Can the paying parent stop paying child support if he or she retires?

When a person paying support retires, the obligation of support does NOT automatically end. However, depending on the financial circumstances of the parties, a court may decide to terminate or reduce support based upon the good-faith retirement of the paying party.

Major factors in deciding whether support should be modified are whether the retiring person’s ability to pay support has changed and whether the needs of the receiving party have changed. If the paying party’s income significantly decreases, then a reduction or termination of support may be appropriate. If the party receiving support is eligible to receive benefits, then the court will examine whether those benefits replace the need for support.
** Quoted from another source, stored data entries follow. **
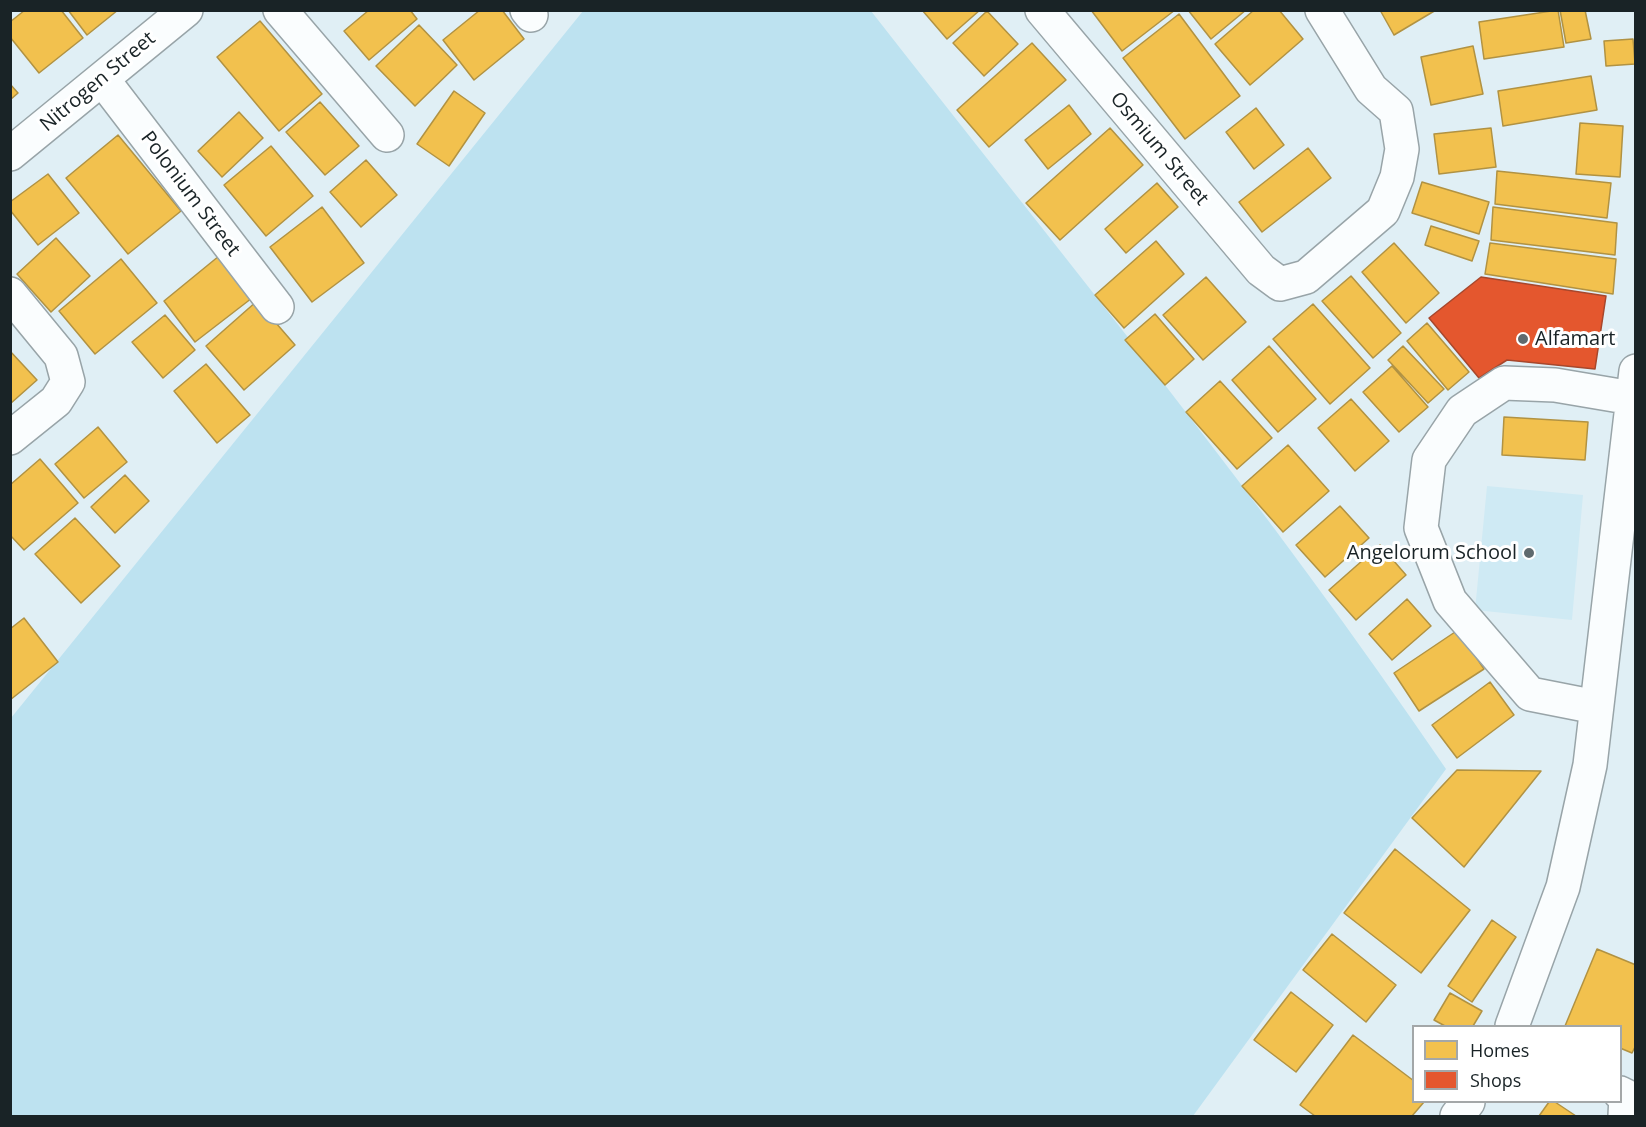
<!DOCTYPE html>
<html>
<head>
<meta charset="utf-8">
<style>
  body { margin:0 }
  #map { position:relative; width:1646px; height:1127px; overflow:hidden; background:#e0eff5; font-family:"Open Sans",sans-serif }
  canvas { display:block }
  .frame { position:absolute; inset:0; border:12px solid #192326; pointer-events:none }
  .legend { position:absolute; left:1412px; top:1025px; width:210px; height:78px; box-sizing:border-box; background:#fff; border:2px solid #a3a7a8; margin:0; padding:8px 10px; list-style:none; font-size:18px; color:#192326 }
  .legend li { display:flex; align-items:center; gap:12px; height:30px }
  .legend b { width:30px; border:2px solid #a3a7a8 }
</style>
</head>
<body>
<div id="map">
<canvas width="1646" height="1127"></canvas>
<div class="frame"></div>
<ul class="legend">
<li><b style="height:16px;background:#f2c14e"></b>Homes</li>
<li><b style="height:16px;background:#e4572e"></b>Shops</li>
</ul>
</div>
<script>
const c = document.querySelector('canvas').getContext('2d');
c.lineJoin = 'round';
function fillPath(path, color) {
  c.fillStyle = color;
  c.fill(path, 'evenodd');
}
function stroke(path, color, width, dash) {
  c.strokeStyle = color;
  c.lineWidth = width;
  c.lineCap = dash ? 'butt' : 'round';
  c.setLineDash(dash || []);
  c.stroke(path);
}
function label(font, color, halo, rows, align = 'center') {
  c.font = font + ' "Open Sans",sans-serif';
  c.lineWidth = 6;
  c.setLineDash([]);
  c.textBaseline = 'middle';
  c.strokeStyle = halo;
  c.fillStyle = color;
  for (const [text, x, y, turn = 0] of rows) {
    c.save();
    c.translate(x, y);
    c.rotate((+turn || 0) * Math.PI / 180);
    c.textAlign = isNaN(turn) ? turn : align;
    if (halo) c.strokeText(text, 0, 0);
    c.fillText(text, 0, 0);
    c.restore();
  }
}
fillPath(new Path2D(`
  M 1487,486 L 1583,495 L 1572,620 L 1475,610 Z`), '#cfeaf4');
fillPath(new Path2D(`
  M 583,11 L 871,11 C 1066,260 1268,506 1446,769 L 1193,1116 L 11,1116 L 11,718 Z`), '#bde2f0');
const homes = new Path2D(`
  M 25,10 L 61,10 L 83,38 L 39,73 L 10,37 L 10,22 Z
  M 68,10 L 118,10 L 87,35 Z
  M 369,10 L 410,10 L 417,19 L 369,60 L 344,31 Z
  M 480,10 L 502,10 L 524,39 L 474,80 L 443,40 Z
  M 922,10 L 980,10 L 947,39 Z
  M 1091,10 L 1175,10 L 1122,51 Z
  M 1188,10 L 1246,10 L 1211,39 Z
  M 1254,10 L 1279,10 L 1303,39 L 1250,85 L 1215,44 Z
  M 1380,10 L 1436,10 L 1394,35 Z
  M 1558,10 L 1564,47 L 1484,59 L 1479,22 Z
  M 1560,10 L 1585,10 L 1591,39 L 1566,43 Z
  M 987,11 L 1018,44 L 984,76 L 953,43 Z
  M 1179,14 L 1240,96 L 1185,139 L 1123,58 Z
  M 260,21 L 322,94 L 279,131 L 217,57 Z
  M 419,25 L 457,65 L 415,106 L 376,66 Z
  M 1633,39 L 1635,64 L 1606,66 L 1604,41 Z
  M 1032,43 L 1066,80 L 989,147 L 957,110 Z
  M 1473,46 L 1483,94 L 1431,105 L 1421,57 Z
  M 1591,76 L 1597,110 L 1503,126 L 1498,91 Z
  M 10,84 L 18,93 L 10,100 Z
  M 454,91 L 485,113 L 449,166 L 417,144 Z
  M 320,102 L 359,146 L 325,175 L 286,132 Z
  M 1069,105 L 1091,134 L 1048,169 L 1025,140 Z
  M 1256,108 L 1284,145 L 1254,169 L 1226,132 Z
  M 239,112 L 263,138 L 222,177 L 198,151 Z
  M 1580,123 L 1623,126 L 1620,177 L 1576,174 Z
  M 1110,128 L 1143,165 L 1060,240 L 1026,203 Z
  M 1491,128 L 1496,167 L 1439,174 L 1434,134 Z
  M 118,135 L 181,211 L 128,254 L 66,178 Z
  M 271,146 L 313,196 L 266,236 L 224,185 Z
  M 1308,148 L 1331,178 L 1262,232 L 1239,202 Z
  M 366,160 L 397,195 L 361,227 L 330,192 Z
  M 1497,171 L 1611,183 L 1607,218 L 1495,204 Z
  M 48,174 L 79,213 L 38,245 L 10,210 L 10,202 Z
  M 1422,182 L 1489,202 L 1479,234 L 1412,213 Z
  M 1157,183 L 1178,207 L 1126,253 L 1105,229 Z
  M 322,207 L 364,263 L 312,302 L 270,247 Z
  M 1493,207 L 1617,223 L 1615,255 L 1491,240 Z
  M 1431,226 L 1479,241 L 1472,261 L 1425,245 Z
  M 56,238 L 90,276 L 51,312 L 17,274 Z
  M 1156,241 L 1184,274 L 1124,328 L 1095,295 Z
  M 1394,243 L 1439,293 L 1406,323 L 1362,272 Z
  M 1490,243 L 1616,259 L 1613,294 L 1485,274 Z
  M 219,256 L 252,298 L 195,342 L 164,301 Z
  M 121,259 L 157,303 L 95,354 L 59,311 Z
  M 1351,276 L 1401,333 L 1373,358 L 1322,301 Z
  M 1206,277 L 1246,322 L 1203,360 L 1163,315 Z
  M 257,301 L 295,345 L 244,390 L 206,346 Z
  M 1313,304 L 1370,368 L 1330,404 L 1273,339 Z
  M 1155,314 L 1194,359 L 1165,385 L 1125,340 Z
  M 165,315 L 195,350 L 163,378 L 132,342 Z
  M 1427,323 L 1469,372 L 1448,390 L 1407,341 Z
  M 1269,346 L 1316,399 L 1278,432 L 1232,380 Z
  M 1403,346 L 1444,389 L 1428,403 L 1388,360 Z
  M 10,351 L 37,380 L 10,404 Z
  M 206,364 L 250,415 L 217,443 L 174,391 Z
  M 1392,366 L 1428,407 L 1399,432 L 1363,392 Z
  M 1220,381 L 1272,438 L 1237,469 L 1186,412 Z
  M 1351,399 L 1389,441 L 1355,471 L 1318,428 Z
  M 1504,417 L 1588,422 L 1585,460 L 1502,455 Z
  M 98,427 L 127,462 L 84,498 L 55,464 Z
  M 1288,445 L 1329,491 L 1283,532 L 1242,486 Z
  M 40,459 L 78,503 L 24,550 L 10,535 L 10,485 Z
  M 125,475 L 149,501 L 115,533 L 91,507 Z
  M 1340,506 L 1369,538 L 1325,577 L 1296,545 Z
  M 75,518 L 120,566 L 81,603 L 35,554 Z
  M 1380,545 L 1406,575 L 1356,620 L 1329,590 Z
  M 1407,599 L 1431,626 L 1392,660 L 1369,634 Z
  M 24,618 L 58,662 L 10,700 L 10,629 Z
  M 1458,630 L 1484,669 L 1419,711 L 1394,673 Z
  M 1490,682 L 1514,715 L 1457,758 L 1432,725 Z
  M 1457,770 L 1541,771 L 1464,867 L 1412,818 Z
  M 1395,849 L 1470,910 L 1421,973 L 1344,913 Z
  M 1492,920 L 1516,937 L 1472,1002 L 1448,986 Z
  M 1332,934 L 1396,985 L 1366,1022 L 1303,970 Z
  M 1597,949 L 1636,965 L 1636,1045 L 1632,1053 L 1620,1048 L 1620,1026 L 1565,1026 Z
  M 1291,992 L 1333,1025 L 1296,1072 L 1254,1040 Z
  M 1450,993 L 1482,1011 L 1473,1026 L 1445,1026 L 1434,1020 Z
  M 1353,1035 L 1414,1081 L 1414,1102 L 1424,1102 L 1412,1116 L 1315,1116 L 1300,1105 Z
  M 1549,1102 L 1555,1102 L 1576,1116 L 1539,1116 Z`);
fillPath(homes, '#f2c14e');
stroke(homes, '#b19242', 1.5);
const shops = new Path2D(`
  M 1481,277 L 1606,296 L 1595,369 L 1507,360 L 1479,378 L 1429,318 Z`);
fillPath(shops, '#e4572e');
stroke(shops, '#a7472c', 1.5);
const minor = new Path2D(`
  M 280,10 L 387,135
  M 527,10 L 531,15
  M 1042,10 L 1261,270 L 1280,284 L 1306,277 L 1383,211 L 1397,177 L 1402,149 L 1396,111 L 1371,89 L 1322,10
  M 103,80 L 277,307
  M 10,154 L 186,10
  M 10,294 L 61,356 L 68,382 L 56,401 L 10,438
  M 1596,707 L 1530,694 L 1450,601 L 1421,528 L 1429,460 L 1462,411 L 1504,383 L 1555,385 L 1632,398
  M 1512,1026 L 1563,887 L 1590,765 L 1636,371
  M 1620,1093 L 1626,1096 L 1625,1116
  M 1457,1116 L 1468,1102`);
stroke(minor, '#98a4a8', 36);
stroke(minor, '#fafdfe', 33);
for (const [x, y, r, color] of [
  [1523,339,6,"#5f6a6e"],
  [1529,553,6,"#5f6a6e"]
]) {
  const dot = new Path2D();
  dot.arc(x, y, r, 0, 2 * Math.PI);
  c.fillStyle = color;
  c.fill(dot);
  stroke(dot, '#fff', 2);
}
label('20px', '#192326', '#fff', [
  ["Nitrogen Street",98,82,-40],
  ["Osmium Street",1159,149,50],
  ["Polonium Street",190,194,53]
]);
label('20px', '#192326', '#fff', [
  ["Alfamart",1535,339],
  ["Angelorum School",1517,553,"right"]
], 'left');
</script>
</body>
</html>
In order to be eligible for a support modification, the retiring party must retire in good faith. This means that the person retiring cannot do so for the purpose of avoiding the support obligation. A court may examine the circumstances of the retirement, including: age, whether the retirement was voluntary or involuntary, work history, and financial resources. Basically, a retirement must make sense under the circumstances.

The most important consideration is how the retirement affects the parties financially. If retirement does not create a significant change in the ability of the retiring party to pay, or if there is no change in need for the receiving party, the paying party may have to pay support out of his or her retirement benefits. If you or a previous spouse are in this situation or will be soon, you should discuss the impact of retirement with your attorney.